Satu keluarga itu berkumpul bersama di lantai bawah. Syifa sangat canggung untuk kali ini, lebih-lebih lagi pada Husain. Dahulu kala Syifa lebih akrab dengan Husain ketimbang dengan Anna. Bahkan Husain selalu menjahilinya. Sekarang, Husain terus menggoda Syifa sehingga membuat Syifa tersipu.

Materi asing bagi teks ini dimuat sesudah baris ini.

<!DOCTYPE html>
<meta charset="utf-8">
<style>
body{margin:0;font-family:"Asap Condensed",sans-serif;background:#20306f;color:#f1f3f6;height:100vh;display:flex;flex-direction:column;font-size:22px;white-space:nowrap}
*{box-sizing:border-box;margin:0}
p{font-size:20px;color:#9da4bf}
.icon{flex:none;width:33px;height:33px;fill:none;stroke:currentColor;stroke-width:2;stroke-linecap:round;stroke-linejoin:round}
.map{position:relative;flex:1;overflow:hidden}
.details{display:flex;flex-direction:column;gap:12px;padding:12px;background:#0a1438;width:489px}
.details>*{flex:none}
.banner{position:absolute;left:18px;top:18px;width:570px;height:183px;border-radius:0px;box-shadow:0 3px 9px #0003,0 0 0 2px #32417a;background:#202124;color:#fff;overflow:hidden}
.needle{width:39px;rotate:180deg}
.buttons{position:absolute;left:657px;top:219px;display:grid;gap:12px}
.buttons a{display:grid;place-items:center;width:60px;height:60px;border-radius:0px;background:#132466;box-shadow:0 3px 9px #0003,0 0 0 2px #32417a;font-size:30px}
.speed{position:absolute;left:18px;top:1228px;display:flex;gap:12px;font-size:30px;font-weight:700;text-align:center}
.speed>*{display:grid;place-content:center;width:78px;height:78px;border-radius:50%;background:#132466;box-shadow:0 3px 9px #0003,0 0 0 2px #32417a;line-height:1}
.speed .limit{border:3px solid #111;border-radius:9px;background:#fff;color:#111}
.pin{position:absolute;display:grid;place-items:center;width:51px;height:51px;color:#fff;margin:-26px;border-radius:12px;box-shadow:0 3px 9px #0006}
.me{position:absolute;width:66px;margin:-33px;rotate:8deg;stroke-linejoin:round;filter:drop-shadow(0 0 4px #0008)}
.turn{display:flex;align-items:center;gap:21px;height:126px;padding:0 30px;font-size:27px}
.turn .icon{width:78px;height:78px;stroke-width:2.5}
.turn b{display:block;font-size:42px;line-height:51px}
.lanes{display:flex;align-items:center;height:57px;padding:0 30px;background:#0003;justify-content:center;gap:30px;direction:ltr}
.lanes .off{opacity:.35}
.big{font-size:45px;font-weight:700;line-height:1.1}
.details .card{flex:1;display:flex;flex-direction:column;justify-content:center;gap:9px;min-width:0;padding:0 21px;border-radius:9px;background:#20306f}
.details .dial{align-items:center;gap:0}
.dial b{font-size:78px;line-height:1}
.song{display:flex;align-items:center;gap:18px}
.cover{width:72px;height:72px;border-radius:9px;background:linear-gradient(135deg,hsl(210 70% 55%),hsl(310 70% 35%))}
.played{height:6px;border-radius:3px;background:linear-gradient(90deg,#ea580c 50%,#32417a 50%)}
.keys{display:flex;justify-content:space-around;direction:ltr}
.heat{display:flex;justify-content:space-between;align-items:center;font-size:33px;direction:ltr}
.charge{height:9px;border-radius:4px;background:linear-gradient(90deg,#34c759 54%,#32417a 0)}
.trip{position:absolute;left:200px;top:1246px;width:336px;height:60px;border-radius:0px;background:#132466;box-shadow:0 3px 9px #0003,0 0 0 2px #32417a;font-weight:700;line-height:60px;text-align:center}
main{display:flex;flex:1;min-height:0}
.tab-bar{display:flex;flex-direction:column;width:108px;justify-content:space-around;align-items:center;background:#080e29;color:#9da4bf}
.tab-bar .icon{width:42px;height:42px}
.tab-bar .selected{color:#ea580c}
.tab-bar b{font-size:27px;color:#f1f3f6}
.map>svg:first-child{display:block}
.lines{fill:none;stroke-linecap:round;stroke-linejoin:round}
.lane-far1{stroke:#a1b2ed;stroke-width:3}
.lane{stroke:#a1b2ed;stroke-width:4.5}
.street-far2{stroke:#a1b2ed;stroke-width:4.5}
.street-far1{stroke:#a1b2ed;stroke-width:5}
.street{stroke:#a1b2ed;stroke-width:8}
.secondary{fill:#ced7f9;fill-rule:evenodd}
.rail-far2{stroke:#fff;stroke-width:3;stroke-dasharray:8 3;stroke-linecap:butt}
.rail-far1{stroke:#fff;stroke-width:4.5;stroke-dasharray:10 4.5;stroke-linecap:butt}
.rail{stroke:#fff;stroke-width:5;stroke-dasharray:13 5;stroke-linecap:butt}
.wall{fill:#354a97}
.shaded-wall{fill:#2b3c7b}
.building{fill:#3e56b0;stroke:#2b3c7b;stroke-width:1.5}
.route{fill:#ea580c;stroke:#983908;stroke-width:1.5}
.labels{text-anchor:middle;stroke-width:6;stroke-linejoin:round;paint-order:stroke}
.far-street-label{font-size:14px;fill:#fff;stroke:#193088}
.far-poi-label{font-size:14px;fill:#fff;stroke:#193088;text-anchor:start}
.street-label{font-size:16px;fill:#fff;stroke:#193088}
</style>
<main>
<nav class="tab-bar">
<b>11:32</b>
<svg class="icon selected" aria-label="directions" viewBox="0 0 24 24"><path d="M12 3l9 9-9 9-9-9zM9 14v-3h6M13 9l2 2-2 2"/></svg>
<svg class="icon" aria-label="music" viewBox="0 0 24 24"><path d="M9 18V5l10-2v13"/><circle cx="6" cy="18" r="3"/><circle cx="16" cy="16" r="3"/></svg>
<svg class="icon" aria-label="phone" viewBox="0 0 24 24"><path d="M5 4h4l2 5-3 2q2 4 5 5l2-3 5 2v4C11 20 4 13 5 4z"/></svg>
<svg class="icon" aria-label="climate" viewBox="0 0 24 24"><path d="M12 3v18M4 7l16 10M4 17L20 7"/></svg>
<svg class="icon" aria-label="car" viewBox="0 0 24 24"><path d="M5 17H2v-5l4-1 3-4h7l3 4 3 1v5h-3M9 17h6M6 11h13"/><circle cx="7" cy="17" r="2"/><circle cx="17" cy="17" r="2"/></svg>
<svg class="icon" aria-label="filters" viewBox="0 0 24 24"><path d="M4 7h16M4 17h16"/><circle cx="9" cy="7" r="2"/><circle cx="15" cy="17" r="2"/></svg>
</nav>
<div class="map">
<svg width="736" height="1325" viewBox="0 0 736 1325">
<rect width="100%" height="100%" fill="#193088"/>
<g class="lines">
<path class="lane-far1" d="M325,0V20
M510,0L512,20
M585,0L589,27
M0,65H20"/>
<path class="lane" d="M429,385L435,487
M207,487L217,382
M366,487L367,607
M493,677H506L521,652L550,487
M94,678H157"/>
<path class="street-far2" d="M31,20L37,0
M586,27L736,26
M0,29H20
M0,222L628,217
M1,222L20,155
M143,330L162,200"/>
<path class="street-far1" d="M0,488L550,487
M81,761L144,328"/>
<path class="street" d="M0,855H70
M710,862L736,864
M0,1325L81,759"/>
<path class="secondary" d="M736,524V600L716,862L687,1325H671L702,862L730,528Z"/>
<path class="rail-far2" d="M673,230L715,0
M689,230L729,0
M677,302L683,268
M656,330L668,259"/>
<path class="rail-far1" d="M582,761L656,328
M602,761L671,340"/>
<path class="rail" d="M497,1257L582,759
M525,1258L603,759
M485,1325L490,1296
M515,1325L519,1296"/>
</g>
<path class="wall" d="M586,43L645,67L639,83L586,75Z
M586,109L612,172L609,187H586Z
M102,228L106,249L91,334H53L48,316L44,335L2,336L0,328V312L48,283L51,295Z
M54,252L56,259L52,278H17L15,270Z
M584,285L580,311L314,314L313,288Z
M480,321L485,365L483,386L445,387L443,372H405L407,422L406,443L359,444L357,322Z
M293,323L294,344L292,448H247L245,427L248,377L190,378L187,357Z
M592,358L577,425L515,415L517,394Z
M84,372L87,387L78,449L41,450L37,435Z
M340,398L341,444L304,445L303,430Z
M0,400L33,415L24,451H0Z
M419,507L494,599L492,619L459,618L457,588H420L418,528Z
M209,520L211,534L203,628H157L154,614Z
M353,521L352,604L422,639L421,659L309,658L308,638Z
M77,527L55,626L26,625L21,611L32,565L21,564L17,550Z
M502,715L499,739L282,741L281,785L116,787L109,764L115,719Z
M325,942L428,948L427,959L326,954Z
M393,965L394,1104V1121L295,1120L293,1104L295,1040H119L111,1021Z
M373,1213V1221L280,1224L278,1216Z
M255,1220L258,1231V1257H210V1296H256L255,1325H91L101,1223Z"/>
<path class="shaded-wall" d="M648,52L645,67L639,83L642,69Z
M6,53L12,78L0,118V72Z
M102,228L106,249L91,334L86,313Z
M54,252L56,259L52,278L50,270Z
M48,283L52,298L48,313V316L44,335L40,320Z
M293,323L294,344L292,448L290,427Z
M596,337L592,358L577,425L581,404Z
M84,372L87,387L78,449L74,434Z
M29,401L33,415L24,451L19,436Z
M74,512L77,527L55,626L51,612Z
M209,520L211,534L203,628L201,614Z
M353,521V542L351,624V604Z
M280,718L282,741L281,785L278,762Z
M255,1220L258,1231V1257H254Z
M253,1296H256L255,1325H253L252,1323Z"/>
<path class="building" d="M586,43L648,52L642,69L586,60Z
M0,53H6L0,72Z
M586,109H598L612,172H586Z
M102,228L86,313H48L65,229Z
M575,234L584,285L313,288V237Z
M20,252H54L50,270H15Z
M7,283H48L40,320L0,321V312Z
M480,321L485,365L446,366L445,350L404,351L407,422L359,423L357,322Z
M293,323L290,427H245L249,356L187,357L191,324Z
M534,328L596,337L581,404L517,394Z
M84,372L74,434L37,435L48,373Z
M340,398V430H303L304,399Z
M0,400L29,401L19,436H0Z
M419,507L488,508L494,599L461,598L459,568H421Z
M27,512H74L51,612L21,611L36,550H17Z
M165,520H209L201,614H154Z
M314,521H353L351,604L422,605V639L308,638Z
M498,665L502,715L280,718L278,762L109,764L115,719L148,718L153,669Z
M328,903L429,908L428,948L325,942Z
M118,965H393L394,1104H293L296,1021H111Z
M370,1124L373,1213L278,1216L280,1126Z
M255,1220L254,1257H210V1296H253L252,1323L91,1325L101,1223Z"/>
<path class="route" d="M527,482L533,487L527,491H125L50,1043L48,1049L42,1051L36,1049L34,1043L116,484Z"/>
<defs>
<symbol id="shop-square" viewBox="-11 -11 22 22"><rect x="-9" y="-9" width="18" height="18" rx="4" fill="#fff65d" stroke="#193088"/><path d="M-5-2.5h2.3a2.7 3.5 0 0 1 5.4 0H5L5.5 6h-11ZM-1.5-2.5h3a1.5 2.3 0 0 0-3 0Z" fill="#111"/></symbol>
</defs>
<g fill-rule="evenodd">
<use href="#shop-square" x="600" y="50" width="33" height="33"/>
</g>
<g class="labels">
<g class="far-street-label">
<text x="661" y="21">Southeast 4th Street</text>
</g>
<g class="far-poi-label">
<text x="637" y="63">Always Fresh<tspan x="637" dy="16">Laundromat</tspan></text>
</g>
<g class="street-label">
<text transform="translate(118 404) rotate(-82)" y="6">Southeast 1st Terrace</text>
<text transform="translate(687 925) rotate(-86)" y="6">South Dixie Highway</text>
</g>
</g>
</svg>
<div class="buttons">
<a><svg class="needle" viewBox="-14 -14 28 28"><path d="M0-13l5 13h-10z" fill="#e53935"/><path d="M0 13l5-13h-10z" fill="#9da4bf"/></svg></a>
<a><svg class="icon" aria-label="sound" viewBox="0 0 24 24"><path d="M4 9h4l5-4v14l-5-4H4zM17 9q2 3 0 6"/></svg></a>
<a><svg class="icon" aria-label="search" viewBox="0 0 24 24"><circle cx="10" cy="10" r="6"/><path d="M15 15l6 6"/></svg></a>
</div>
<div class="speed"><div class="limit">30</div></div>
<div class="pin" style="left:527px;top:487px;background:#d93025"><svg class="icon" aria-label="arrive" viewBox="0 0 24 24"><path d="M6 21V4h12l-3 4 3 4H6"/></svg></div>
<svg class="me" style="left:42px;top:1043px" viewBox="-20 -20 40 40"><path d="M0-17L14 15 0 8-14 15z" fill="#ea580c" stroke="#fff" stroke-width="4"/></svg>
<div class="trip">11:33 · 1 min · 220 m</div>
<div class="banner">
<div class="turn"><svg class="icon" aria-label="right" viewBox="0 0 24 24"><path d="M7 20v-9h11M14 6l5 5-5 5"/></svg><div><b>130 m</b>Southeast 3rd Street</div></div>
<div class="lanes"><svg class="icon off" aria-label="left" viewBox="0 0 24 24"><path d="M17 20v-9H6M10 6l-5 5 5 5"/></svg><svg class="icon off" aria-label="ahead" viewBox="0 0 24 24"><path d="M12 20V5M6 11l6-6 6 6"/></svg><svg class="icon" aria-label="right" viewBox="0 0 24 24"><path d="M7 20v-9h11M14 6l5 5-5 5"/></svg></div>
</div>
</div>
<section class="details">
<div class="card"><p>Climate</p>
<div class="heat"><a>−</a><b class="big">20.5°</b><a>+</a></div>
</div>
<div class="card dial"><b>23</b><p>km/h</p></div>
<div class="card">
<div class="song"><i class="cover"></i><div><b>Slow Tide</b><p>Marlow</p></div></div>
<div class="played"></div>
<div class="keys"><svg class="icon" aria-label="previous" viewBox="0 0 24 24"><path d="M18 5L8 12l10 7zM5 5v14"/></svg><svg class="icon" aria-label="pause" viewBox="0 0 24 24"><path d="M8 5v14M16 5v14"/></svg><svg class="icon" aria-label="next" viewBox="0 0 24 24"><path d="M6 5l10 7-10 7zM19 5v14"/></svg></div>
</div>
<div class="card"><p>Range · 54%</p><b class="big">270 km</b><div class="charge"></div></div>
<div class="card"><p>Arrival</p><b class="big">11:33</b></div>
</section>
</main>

Di atas tangga, terdapat sepasang mata yang tengah memandangi keluarga yang bahagia. Iri? Tentu saja. Alvin mempunyai segalanya. Alvin mempunyai keluarga, sedangkan dirinya? Aarav sudah dibuang di usianya yang masih terbilang remaja kencur yakni dua belas tahun. Sejak kecil, Aarav merasakan pahitnya kehidupan. Dirinya terus disuapi oleh luka sampai pada akhirnya ia masuk SMA dan bertemu dengan seorang kakak kelas, yaitu Alvin. Mereka berdua bersahabat, bahkan kedua orang tua Alvin menyuruh Aarav untuk tinggal bersama. Mereka sudah seperti satu keluarga.

"Senyuman itu muncul kembali, itu artinya kau sudah merasa jauh lebih baik. Jaga Syifa baik-baik, Vin. Kau sangat beruntung bisa mendapatkan hatinya," lirih Aarav bermonolog.

....

Malam hari tiba. Mobil mewah berwarna hitam baru saja terparkir di garasi. Seorang pria berjas hitam berlari menuju kamar untuk menjumpai sang istri. Sedari pagi ia sudah merengek tidak ingin pergi ke kantor. Namun, Burhan memaksanya untuk tetap pergi ke sana. Ada banyak pekerjaan yang harus Alvin selesaikan. Alvin menaiki dua anak tangga sekaligus dan mengetuk pintu kamarnya sebanyak dua kali lalu menerobos masuk.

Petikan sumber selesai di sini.